You'll want to remove the paper egg crate and food and lightly evenly mist all the substrate. The egg crate will mold and the food won't be needed until babies are visible. The exact set up you have in you updated pic is perfect when the babies are present, because you'll just be misting one spot in the container away from you food and egg crate.

---------- Post added 11-14-2012 at 05:24 PM ----------

The water dish won't be needed for babies they tend to just drown in it. The babies will drink from the moist spot in the substrate. Cricket Quencher is perfect in a tiny dish fo the babies as they don't drown in it.


----------



## Osmo (Nov 15, 2012)

Not to thread jack and judge you, but did you ever consider Dubai Roaches instead? They are easier to breed, dont smell, are meatier,  and live longer.


----------



## SamuraiSid (Dec 1, 2012)

I set up my cricket tubs with left over egg cartons and TP tubes. I offer them a varied diet and, oranges/potato/carrot for moisture need, and I offer it on a discardeable plastic plate incase I dont toss the produce before it molds.

Ive got a lid that is approx. 5" diameter and 1.5" deep. I fill it with substrate and then tape some window mesh over the top to prevent the crickets from digging. I give it a light misting every few days (always give it a misting outside the cricket tub so as not to accidentally mist the food and create mold in the adult tub) and leave it in with my adult crickets for X # of days. After that, I cut the tape, remove the window mesh and place it in an empty cricket bin, continuing to mist every few days until I notice pinheads. When I see the pinheads sprout, I offer them food and water, and  continue to mist the substrate for another week to ensure proper moisture for any straggling eggs in the lid.
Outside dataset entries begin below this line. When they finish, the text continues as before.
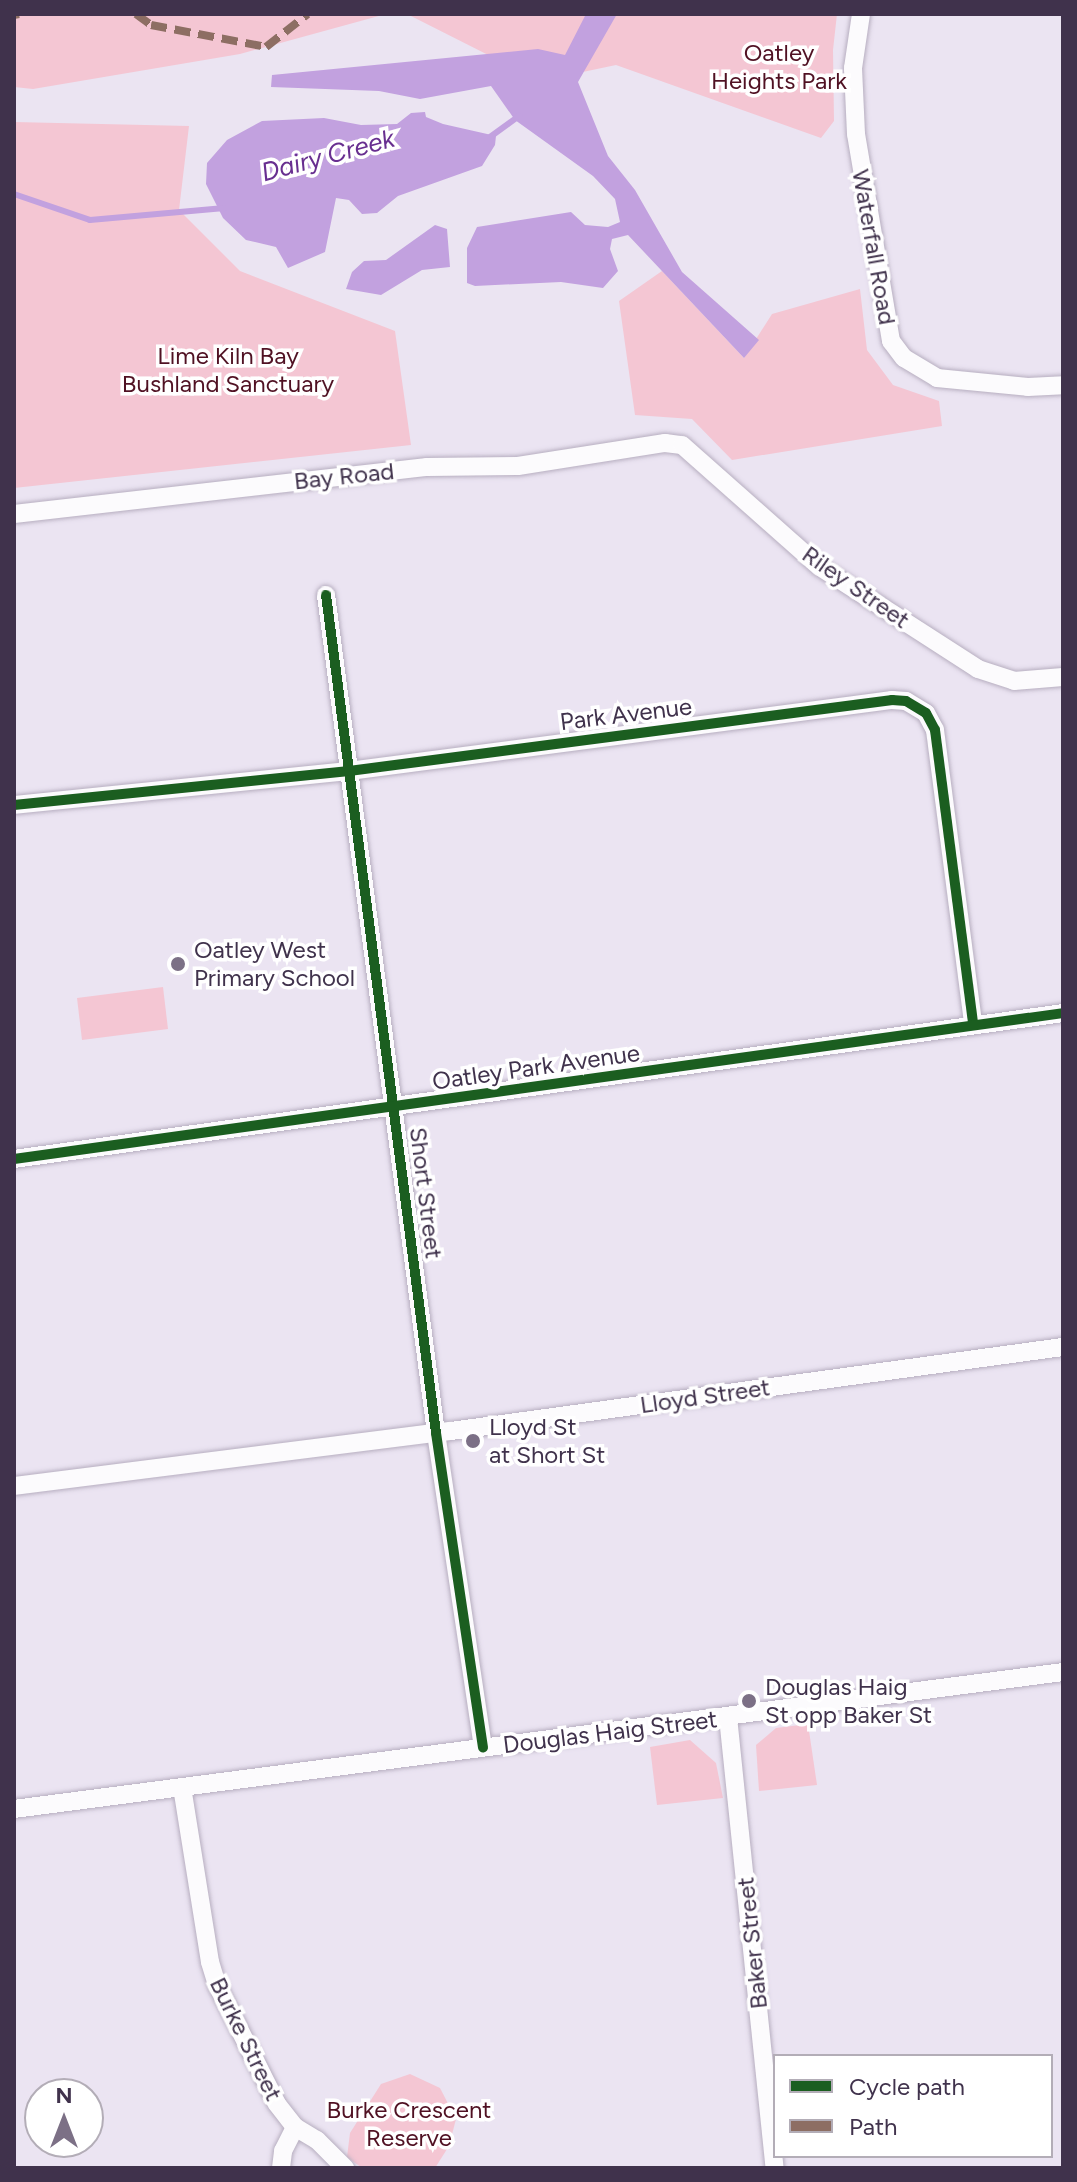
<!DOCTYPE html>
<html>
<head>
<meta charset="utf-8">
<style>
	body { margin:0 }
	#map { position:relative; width:1077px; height:2182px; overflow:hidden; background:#ebe4f2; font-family:Figtree,sans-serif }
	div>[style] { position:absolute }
	.green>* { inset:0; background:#f4c6d3 }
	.water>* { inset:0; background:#c2a1df }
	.stream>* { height:6px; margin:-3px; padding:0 3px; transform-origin:3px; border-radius:3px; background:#c2a1df }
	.roads { filter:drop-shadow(0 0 2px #b7aec0) drop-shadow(0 0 2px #b7aec0) }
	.street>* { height:18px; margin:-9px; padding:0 9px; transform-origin:9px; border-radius:9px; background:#fcfbfd }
	.quiet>* { height:8px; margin-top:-4px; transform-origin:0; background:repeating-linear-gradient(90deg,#8d6e63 0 16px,transparent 0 24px) }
	.cycleway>* { height:10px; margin:-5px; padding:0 5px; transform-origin:5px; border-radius:5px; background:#1b5e20 }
	.dots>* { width:22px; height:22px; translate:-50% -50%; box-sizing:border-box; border:4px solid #fff; border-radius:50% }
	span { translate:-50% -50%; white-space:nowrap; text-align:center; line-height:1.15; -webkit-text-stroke:7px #fff; paint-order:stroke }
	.park-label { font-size:24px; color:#501123 }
	.street-label { font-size:24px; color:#40324c }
	.poi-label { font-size:24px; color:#40324c }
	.left { translate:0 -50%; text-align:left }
	.water-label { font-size:26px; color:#682f90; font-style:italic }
	.frame { position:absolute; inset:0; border:16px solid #40324c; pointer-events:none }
	.legend { position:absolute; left:773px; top:2054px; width:280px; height:104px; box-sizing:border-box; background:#fff; border:2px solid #b3adb7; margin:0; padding:10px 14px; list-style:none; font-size:24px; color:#40324c }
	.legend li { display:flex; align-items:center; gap:16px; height:40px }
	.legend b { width:40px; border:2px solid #b3adb7 }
	.north { position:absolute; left:24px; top:2078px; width:80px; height:80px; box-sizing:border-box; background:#fff; border:2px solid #b3adb7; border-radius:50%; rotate:0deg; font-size:22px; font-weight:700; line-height:32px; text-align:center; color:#40324c }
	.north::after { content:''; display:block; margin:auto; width:28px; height:36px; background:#7c7086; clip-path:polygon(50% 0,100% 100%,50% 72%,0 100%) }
</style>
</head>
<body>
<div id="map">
	<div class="green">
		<div style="clip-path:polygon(14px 14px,386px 14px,240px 54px,33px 89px,14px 87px)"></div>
		<div style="clip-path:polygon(407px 14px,837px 14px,833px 50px,834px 121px,821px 138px,616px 65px,540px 81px)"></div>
		<div style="clip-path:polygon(14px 122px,189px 126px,179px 210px,240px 271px,395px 331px,411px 445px,14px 488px)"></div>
		<div style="clip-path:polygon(662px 271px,744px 358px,772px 314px,860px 289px,867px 350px,893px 385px,939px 401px,942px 426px,732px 460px,692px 419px,635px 415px,619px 301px)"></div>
		<div style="clip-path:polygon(163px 987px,168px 1029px,82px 1040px,77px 998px)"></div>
		<div style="clip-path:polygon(808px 1724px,817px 1785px,759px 1791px,756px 1745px,776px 1728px)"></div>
		<div style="clip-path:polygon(690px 1740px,716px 1763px,723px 1798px,657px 1805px,650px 1747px)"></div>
		<div style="clip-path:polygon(410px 2074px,440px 2088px,456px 2119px,449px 2146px,435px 2168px,362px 2168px,347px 2157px,350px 2133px,381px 2084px)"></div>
	</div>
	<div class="water">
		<div style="clip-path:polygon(586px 14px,617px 14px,578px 82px,608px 156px,635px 190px,682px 272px,759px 340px,744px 358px,628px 235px,612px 239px,610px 249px,618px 271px,603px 288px,561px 282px,475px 286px,467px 283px,467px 248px,477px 227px,571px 212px,585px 225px,608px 227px,620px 222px,615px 199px,593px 176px,515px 120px,491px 86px,420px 99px,379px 91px,271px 87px,272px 75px,538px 49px,565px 55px)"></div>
		<div style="clip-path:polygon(425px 112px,426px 117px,443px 124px,496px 136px,495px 145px,482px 166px,398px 196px,377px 213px,362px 214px,349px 200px,336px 198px,325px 252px,288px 268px,276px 247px,246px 240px,223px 218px,206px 184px,207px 163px,227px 140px,262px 121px,324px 118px,361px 125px,397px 124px,411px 113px)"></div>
		<div style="clip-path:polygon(435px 225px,447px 229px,450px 267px,422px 270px,381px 295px,346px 289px,352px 272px,364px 261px,386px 260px)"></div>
	</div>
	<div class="stream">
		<div style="left:490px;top:137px;width:36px;rotate:-36deg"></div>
		<div style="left:14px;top:194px;width:80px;rotate:18.9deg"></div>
		<div style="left:90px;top:220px;width:135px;rotate:-5.1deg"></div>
	</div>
	<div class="roads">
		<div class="street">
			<div style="left:861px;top:14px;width:55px;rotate:98.4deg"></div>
			<div style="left:853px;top:68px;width:66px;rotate:87.4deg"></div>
			<div style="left:856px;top:134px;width:210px;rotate:80.4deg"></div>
			<div style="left:891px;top:341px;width:21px;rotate:53deg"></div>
			<div style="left:904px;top:358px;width:39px;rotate:31deg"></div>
			<div style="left:937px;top:378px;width:91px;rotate:5.6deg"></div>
			<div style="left:1028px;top:387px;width:35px;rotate:-3deg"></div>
			<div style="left:14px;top:514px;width:416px;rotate:-6.5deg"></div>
			<div style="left:427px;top:467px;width:91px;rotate:-0.6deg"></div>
			<div style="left:518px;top:466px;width:149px;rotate:-8.9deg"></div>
			<div style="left:665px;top:443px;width:17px;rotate:7deg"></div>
			<div style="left:682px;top:445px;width:184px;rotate:41.5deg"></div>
			<div style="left:820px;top:567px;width:188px;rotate:32.8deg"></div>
			<div style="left:978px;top:669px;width:38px;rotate:18deg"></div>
			<div style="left:1014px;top:681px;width:49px;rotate:-4.7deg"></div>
			<div style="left:326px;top:595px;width:845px;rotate:82.52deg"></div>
			<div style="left:436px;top:1433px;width:318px;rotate:81.5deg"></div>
			<div style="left:14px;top:805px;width:337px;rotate:-5.8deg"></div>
			<div style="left:349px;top:771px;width:548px;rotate:-7.45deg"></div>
			<div style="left:892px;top:700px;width:14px;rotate:4deg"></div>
			<div style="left:906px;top:701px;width:23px;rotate:31deg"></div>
			<div style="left:926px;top:713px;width:19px;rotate:62deg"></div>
			<div style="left:935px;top:730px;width:296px;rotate:82.6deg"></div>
			<div style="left:14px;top:1159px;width:1059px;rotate:-7.92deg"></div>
			<div style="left:14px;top:1486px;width:440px;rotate:-7.2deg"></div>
			<div style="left:451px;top:1431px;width:618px;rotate:-7.82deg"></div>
			<div style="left:728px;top:1717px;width:453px;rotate:84.1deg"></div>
			<div style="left:182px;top:1787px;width:177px;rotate:80.9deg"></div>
			<div style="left:210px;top:1962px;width:24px;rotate:73deg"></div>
			<div style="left:217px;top:1985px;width:133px;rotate:63.2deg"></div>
			<div style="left:277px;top:2104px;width:29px;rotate:52deg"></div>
			<div style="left:295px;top:2127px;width:26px;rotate:31deg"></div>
			<div style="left:317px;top:2140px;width:40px;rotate:45deg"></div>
			<div style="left:14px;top:1809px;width:1058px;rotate:-7.44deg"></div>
			<div style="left:281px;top:2168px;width:17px;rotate:-83deg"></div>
			<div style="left:283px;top:2151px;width:27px;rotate:-63deg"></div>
		</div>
	</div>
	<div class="quiet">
		<div style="left:136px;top:14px;width:19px;rotate:36deg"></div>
		<div style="left:151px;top:25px;width:117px;rotate:10.8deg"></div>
		<div style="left:266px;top:47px;width:53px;rotate:-38.2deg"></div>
		<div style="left:14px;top:15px;width:5px;rotate:-11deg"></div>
	</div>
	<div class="cycleway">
		<div style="left:326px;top:595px;width:845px;rotate:82.52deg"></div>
		<div style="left:436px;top:1433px;width:318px;rotate:81.5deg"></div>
		<div style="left:14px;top:805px;width:337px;rotate:-5.8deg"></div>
		<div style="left:349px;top:771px;width:548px;rotate:-7.45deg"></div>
		<div style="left:892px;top:700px;width:14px;rotate:4deg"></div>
		<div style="left:906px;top:701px;width:23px;rotate:31deg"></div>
		<div style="left:926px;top:713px;width:19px;rotate:62deg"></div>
		<div style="left:935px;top:730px;width:296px;rotate:82.6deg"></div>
		<div style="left:14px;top:1159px;width:1059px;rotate:-7.92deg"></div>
	</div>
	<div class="dots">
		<div style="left:178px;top:964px;background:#7c7086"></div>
		<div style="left:473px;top:1441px;background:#7c7086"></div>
		<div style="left:749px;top:1701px;background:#7c7086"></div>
	</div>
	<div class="park-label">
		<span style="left:779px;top:67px">Oatley<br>Heights Park</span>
		<span style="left:228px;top:370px">Lime Kiln Bay<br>Bushland Sanctuary</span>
		<span style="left:409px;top:2124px">Burke Crescent<br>Reserve</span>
	</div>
	<div class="street-label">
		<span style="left:874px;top:247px;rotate:80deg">Waterfall Road</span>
		<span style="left:344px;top:476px;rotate:-6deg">Bay Road</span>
		<span style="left:856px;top:587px;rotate:35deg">Riley Street</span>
		<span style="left:626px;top:714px;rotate:-7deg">Park Avenue</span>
		<span style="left:536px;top:1067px;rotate:-8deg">Oatley Park Avenue</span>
		<span style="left:426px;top:1193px;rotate:83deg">Short Street</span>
		<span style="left:705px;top:1396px;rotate:-8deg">Lloyd Street</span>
		<span style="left:610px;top:1732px;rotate:-7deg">Douglas Haig Street</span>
		<span style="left:752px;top:1943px;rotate:-96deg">Baker Street</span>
		<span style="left:246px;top:2039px;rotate:64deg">Burke Street</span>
	</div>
	<div class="poi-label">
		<span class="left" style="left:194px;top:964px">Oatley West<br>Primary School</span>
		<span class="left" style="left:489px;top:1441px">Lloyd St<br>at Short St</span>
		<span class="left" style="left:765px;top:1701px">Douglas Haig<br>St opp Baker St</span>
	</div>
	<div class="water-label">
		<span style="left:328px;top:156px;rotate:-15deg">Dairy Creek</span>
	</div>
	<div class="frame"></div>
	<ul class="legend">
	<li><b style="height:10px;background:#1b5e20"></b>Cycle path</li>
	<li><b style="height:10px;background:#8d6e63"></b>Path</li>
	</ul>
	<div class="north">N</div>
</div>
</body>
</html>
From there, remove the dish and youve got another tub of crickets. No need for a breeding specific tub.

I have had mold issues, but I go at it with a spoon whenever I mist. I do lose a few eggs this way, but I still end up with several hundred pinheads.

---------- Post added 11-30-2012 at 11:20 PM ----------




Osmo said:


> Not to thread jack and judge you, but did you ever consider Dubai Roaches instead? They are easier to breed, dont smell, are meatier,  and live longer.


As a Canadian, Im jealous of your <enter_favorite_expletive_here> roaches!!!!!!!


----------